Collected data:
== Segment start ==

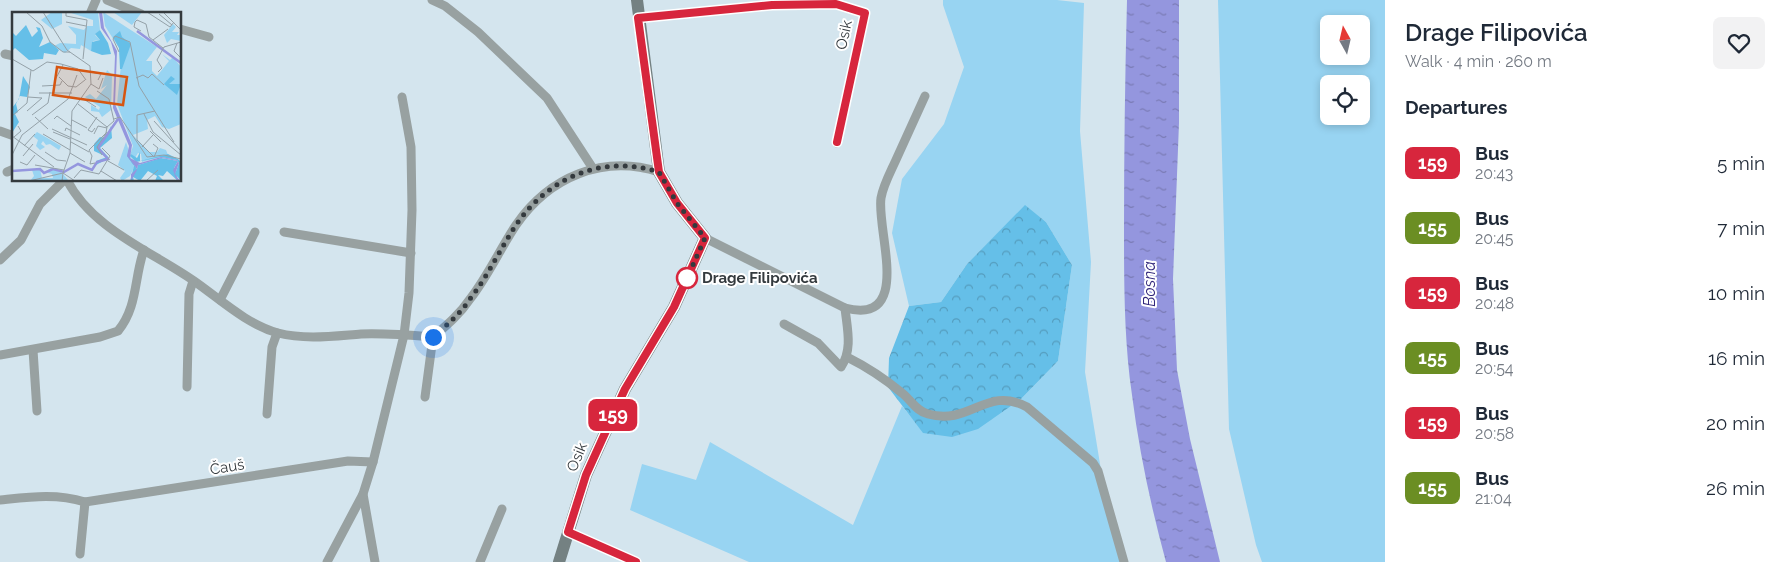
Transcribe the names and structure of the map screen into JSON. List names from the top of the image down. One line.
{"streets":{"main road":["Osik"],"street":["Čauš"]},"water":["Bosna"],"places":["Drage Filipovića"],"lines":["bus line 159"],"north":"top","page":{"on_map":"159","heading":[["Drage Filipovića","Walk · 4 min · 260 m"],"Departures"],"list":[{"mark":"159","name":"Bus","note":"20:43","value":"5 min"},{"mark":"155","name":"Bus","note":"20:45","value":"7 min"},{"mark":"159","name":"Bus","note":"20:48","value":"10 min"},{"mark":"155","name":"Bus","note":"20:54","value":"16 min"},{"mark":"159","name":"Bus","note":"20:58","value":"20 min"},{"mark":"155","name":"Bus","note":"21:04","value":"26 min"}]}}
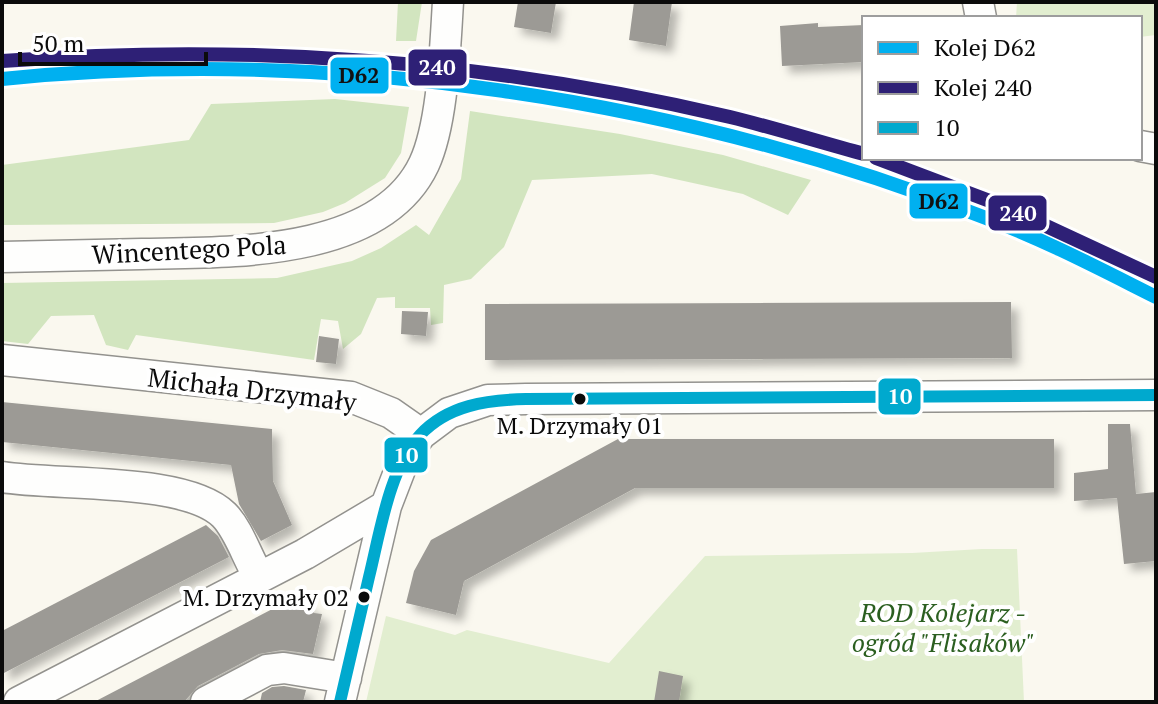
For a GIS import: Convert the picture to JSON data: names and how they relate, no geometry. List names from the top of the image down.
{
  "streets": {
    "street": ["Wincentego Pola", "Michała Drzymały"]
  },
  "parks": ["ROD Kolejarz - ogród \"Flisaków\""],
  "places": ["M. Drzymały 01", "M. Drzymały 02"],
  "lines": ["rail line 240", "rail line D62", "transit line 10"],
  "legend": ["Kolej D62", "Kolej 240", "10"],
  "scale_bar": "50 m"
}
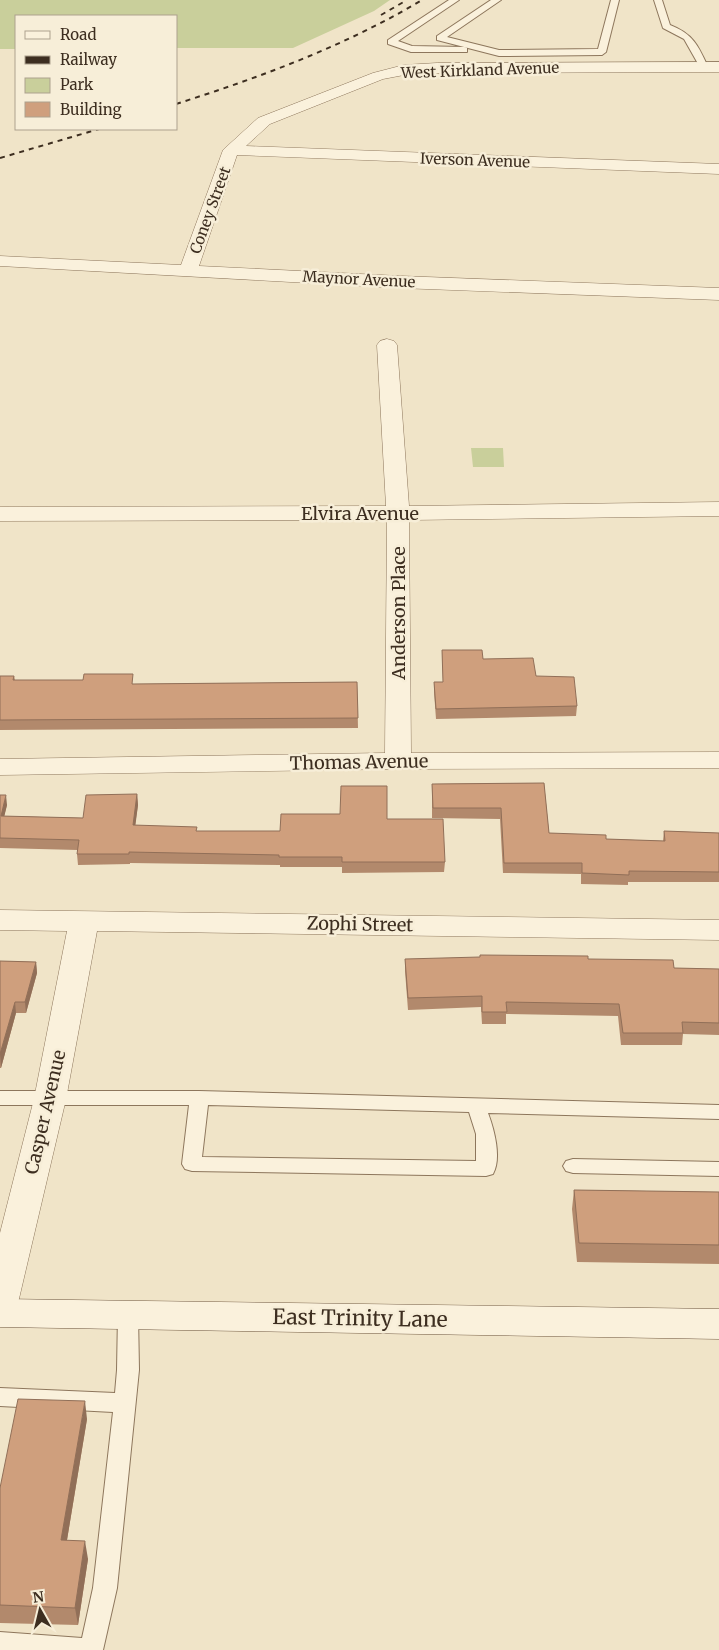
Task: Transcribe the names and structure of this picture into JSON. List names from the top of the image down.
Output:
{
  "streets": {
    "street": [
      "West Kirkland Avenue",
      "Iverson Avenue",
      "Coney Street",
      "Maynor Avenue",
      "Elvira Avenue",
      "Anderson Place",
      "Thomas Avenue",
      "Zophi Street",
      "Casper Avenue",
      "East Trinity Lane"
    ]
  },
  "crossings": [
    ["West Kirkland Avenue", "Iverson Avenue"],
    ["West Kirkland Avenue", "Coney Street"],
    ["Iverson Avenue", "Coney Street"],
    ["Coney Street", "Maynor Avenue"],
    ["Elvira Avenue", "Anderson Place"],
    ["Anderson Place", "Thomas Avenue"],
    ["Zophi Street", "Casper Avenue"]
  ],
  "legend": [
    "Road",
    "Railway",
    "Park",
    "Building"
  ],
  "north": "top"
}
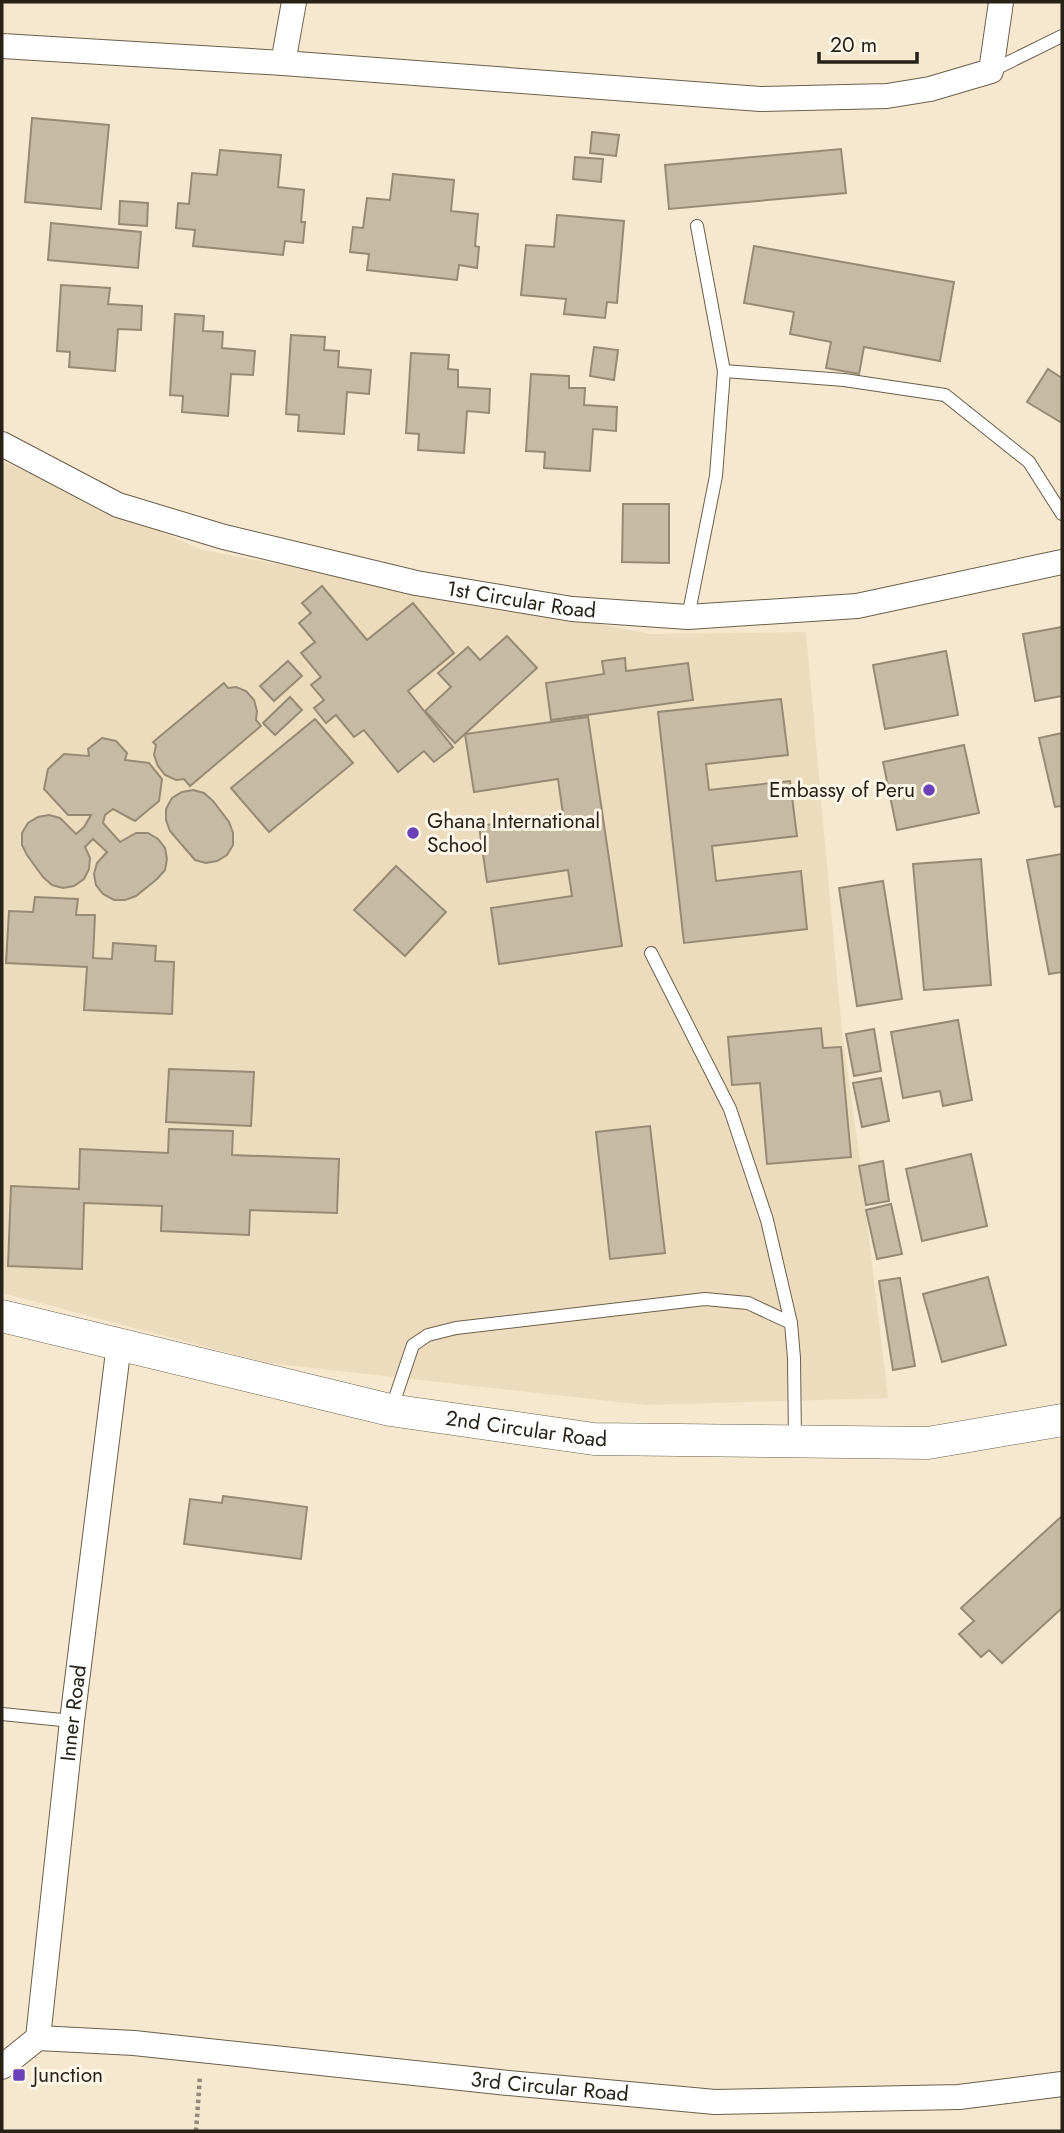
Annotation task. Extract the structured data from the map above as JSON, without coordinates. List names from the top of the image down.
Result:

== Segment end ==

PROMPT:
Please print exactly the lines from the line containing "Task: Transcribe the" through the end of the records above, both included, leaving out every picture.

WRITTEN REPLY:
Task: Transcribe the names and structure of this picture into JSON. List names from the top of the image down.
Output:
{
  "streets": {
    "street": [
      "West Kirkland Avenue",
      "Iverson Avenue",
      "Coney Street",
      "Maynor Avenue",
      "Elvira Avenue",
      "Anderson Place",
      "Thomas Avenue",
      "Zophi Street",
      "Casper Avenue",
      "East Trinity Lane"
    ]
  },
  "crossings": [
    ["West Kirkland Avenue", "Iverson Avenue"],
    ["West Kirkland Avenue", "Coney Street"],
    ["Iverson Avenue", "Coney Street"],
    ["Coney Street", "Maynor Avenue"],
    ["Elvira Avenue", "Anderson Place"],
    ["Anderson Place", "Thomas Avenue"],
    ["Zophi Street", "Casper Avenue"]
  ],
  "legend": [
    "Road",
    "Railway",
    "Park",
    "Building"
  ],
  "north": "top"
}
Annotation task. Extract the structured data from the map above as JSON, without coordinates. List names from the top of the image down.
Result:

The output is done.